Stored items
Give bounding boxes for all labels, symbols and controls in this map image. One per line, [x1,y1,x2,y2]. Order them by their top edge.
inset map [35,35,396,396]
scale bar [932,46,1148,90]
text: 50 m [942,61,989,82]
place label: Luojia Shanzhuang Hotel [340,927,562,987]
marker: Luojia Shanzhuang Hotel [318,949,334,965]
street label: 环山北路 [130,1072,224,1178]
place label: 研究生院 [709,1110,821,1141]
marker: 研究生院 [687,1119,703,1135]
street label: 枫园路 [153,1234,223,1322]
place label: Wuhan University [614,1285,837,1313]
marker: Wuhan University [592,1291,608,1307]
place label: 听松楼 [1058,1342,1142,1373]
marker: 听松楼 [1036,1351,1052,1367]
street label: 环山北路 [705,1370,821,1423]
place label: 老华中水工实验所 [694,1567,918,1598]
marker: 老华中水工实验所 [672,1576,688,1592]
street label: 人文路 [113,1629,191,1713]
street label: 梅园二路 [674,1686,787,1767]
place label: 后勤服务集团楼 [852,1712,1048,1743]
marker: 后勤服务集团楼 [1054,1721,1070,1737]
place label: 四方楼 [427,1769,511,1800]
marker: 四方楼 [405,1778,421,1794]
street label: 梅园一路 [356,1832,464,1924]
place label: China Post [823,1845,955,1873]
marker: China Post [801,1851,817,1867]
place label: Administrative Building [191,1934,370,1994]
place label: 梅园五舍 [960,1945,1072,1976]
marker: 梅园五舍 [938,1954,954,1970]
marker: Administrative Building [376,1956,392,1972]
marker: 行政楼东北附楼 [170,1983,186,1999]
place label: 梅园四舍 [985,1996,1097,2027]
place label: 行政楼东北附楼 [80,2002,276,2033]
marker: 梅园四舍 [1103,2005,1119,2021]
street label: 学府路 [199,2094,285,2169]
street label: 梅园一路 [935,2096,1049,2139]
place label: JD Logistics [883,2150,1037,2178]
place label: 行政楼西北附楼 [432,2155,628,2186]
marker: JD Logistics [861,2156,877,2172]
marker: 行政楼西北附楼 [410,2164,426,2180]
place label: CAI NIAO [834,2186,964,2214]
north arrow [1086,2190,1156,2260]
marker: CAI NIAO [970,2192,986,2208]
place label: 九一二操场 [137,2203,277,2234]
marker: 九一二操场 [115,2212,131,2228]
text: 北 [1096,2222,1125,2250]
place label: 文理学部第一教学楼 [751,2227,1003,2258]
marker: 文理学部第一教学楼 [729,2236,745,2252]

→ **Task description**
Every line of the data above belongs in the answer, unchanged.

→ **Answer**
Give bounding boxes for all labels, symbols and controls in this map image. One per line, [x1,y1,x2,y2]. Order them by their top edge.
inset map [35,35,396,396]
scale bar [932,46,1148,90]
text: 50 m [942,61,989,82]
place label: Luojia Shanzhuang Hotel [340,927,562,987]
marker: Luojia Shanzhuang Hotel [318,949,334,965]
street label: 环山北路 [130,1072,224,1178]
place label: 研究生院 [709,1110,821,1141]
marker: 研究生院 [687,1119,703,1135]
street label: 枫园路 [153,1234,223,1322]
place label: Wuhan University [614,1285,837,1313]
marker: Wuhan University [592,1291,608,1307]
place label: 听松楼 [1058,1342,1142,1373]
marker: 听松楼 [1036,1351,1052,1367]
street label: 环山北路 [705,1370,821,1423]
place label: 老华中水工实验所 [694,1567,918,1598]
marker: 老华中水工实验所 [672,1576,688,1592]
street label: 人文路 [113,1629,191,1713]
street label: 梅园二路 [674,1686,787,1767]
place label: 后勤服务集团楼 [852,1712,1048,1743]
marker: 后勤服务集团楼 [1054,1721,1070,1737]
place label: 四方楼 [427,1769,511,1800]
marker: 四方楼 [405,1778,421,1794]
street label: 梅园一路 [356,1832,464,1924]
place label: China Post [823,1845,955,1873]
marker: China Post [801,1851,817,1867]
place label: Administrative Building [191,1934,370,1994]
place label: 梅园五舍 [960,1945,1072,1976]
marker: 梅园五舍 [938,1954,954,1970]
marker: Administrative Building [376,1956,392,1972]
marker: 行政楼东北附楼 [170,1983,186,1999]
place label: 梅园四舍 [985,1996,1097,2027]
place label: 行政楼东北附楼 [80,2002,276,2033]
marker: 梅园四舍 [1103,2005,1119,2021]
street label: 学府路 [199,2094,285,2169]
street label: 梅园一路 [935,2096,1049,2139]
place label: JD Logistics [883,2150,1037,2178]
place label: 行政楼西北附楼 [432,2155,628,2186]
marker: JD Logistics [861,2156,877,2172]
marker: 行政楼西北附楼 [410,2164,426,2180]
place label: CAI NIAO [834,2186,964,2214]
north arrow [1086,2190,1156,2260]
marker: CAI NIAO [970,2192,986,2208]
place label: 九一二操场 [137,2203,277,2234]
marker: 九一二操场 [115,2212,131,2228]
text: 北 [1096,2222,1125,2250]
place label: 文理学部第一教学楼 [751,2227,1003,2258]
marker: 文理学部第一教学楼 [729,2236,745,2252]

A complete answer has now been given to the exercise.